------ Given records

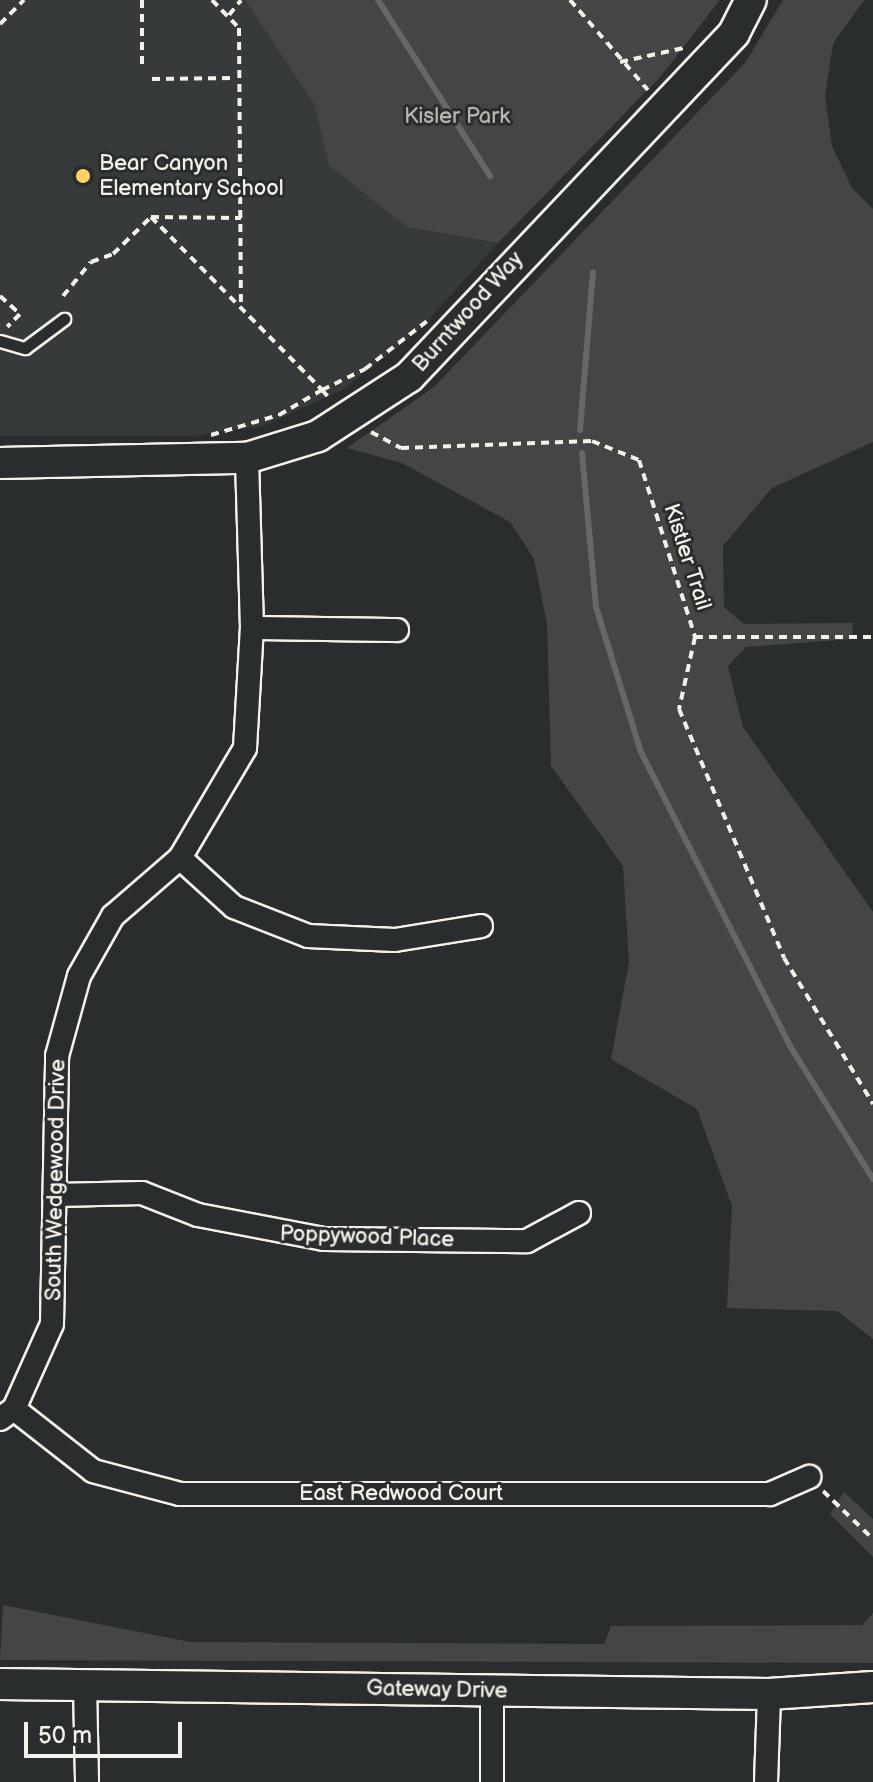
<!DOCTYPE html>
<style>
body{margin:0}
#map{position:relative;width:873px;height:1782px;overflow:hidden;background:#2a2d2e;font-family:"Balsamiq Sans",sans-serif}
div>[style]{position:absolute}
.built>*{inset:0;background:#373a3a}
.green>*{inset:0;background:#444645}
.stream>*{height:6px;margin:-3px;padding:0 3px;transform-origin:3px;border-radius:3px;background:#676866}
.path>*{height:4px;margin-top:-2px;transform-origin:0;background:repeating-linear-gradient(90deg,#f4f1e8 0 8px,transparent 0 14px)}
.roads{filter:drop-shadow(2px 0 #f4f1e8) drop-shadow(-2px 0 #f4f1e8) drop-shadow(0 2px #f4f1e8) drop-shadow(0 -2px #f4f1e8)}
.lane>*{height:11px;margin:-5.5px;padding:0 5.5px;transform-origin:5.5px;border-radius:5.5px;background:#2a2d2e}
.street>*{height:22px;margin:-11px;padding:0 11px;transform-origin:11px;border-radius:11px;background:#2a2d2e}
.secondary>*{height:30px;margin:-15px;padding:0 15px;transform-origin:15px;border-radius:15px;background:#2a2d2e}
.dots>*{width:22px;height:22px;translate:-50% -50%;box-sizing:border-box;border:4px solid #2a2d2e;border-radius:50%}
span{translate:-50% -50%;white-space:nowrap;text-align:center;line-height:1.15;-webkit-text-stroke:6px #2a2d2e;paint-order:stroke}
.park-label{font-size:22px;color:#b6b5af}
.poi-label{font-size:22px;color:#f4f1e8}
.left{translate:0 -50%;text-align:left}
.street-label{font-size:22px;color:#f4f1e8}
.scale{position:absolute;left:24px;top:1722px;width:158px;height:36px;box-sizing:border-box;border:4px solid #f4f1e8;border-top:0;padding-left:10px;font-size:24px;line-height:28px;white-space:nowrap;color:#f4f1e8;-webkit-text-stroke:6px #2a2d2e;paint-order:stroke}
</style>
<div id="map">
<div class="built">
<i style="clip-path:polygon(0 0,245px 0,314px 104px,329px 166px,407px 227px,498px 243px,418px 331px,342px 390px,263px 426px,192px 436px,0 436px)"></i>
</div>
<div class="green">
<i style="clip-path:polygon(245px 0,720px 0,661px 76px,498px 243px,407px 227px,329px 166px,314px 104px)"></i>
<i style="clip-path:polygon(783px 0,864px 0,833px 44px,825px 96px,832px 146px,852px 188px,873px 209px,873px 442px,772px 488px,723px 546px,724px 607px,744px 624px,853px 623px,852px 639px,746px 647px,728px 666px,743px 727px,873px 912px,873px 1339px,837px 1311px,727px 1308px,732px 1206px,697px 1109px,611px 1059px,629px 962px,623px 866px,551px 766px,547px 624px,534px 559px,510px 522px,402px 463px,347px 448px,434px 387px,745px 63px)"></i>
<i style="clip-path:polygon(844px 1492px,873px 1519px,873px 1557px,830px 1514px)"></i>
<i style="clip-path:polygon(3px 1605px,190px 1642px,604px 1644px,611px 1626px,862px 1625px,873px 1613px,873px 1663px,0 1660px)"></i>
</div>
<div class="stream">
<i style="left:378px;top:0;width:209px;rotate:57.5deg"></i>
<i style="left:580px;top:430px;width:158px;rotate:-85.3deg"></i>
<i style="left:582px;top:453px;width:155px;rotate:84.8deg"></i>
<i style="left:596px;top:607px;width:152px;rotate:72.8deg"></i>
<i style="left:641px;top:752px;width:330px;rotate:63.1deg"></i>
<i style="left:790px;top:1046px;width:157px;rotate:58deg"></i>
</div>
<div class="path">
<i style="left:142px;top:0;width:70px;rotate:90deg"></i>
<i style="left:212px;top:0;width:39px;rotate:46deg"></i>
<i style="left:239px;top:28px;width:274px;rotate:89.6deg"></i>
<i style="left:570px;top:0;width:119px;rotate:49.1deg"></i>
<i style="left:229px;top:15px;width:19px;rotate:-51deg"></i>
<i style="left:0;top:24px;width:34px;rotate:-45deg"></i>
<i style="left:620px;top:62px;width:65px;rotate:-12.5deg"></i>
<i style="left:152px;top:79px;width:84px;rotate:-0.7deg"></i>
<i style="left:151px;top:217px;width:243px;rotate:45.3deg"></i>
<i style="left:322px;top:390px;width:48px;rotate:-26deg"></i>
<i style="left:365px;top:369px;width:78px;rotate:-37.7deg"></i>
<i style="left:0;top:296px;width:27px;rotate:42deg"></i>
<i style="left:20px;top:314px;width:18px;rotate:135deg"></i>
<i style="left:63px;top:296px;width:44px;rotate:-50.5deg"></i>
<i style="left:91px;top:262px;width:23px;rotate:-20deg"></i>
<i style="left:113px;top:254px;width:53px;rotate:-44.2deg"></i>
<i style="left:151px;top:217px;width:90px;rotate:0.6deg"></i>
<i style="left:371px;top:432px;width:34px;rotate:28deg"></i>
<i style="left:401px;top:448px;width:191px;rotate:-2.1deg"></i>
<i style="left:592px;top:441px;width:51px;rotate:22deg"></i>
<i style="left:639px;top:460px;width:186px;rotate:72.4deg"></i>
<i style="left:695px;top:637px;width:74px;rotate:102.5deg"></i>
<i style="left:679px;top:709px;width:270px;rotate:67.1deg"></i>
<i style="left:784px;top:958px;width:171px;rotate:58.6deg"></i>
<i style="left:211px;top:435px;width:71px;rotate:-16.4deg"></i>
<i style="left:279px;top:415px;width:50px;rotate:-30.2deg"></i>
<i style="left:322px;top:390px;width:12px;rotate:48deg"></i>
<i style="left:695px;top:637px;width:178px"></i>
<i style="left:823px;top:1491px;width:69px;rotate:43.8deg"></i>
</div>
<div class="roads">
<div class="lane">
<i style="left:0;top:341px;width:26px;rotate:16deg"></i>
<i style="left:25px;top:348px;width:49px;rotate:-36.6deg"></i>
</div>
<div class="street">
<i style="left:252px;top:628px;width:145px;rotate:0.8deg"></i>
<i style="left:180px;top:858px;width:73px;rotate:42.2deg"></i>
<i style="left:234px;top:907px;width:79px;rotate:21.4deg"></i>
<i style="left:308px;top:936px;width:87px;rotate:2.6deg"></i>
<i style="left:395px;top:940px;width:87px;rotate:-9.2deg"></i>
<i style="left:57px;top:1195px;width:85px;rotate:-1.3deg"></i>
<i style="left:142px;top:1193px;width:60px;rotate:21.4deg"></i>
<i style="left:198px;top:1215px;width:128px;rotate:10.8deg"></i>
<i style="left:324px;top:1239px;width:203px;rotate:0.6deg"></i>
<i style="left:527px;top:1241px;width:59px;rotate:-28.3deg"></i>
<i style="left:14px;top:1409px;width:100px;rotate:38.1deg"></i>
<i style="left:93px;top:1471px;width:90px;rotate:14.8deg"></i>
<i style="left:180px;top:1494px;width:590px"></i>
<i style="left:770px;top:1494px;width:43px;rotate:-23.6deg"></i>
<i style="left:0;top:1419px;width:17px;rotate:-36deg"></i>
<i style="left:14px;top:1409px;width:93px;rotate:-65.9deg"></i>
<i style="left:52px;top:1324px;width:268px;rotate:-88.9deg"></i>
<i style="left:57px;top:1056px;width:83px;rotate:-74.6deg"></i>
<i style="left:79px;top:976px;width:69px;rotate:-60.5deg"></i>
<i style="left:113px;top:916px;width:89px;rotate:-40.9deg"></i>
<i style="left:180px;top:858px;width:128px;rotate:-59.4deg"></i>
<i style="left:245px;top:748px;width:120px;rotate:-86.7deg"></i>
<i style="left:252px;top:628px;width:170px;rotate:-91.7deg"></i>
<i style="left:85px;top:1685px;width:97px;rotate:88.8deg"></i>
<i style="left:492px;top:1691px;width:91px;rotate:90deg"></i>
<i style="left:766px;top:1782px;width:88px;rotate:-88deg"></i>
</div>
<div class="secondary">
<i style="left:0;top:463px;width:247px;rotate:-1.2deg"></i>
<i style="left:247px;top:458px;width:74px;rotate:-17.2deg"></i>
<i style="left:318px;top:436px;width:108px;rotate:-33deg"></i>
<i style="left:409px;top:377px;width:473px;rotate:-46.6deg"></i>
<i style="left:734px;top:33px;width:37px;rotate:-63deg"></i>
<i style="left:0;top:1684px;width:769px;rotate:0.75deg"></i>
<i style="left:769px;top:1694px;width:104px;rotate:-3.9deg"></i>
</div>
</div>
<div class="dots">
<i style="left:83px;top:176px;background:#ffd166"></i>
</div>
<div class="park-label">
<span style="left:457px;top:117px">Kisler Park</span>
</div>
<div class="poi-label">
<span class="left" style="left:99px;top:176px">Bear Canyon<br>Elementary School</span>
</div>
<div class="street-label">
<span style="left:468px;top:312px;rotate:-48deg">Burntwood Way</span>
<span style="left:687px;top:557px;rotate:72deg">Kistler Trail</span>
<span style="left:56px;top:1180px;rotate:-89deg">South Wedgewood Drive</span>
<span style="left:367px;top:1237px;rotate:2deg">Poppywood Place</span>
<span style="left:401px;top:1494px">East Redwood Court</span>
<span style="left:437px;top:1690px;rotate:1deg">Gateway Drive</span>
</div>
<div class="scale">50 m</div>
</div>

------------

Problem details
In the records above, find each line with the string "built" and list it.

Response for this exercise
.built>*{inset:0;background:#373a3a}
<div class="built">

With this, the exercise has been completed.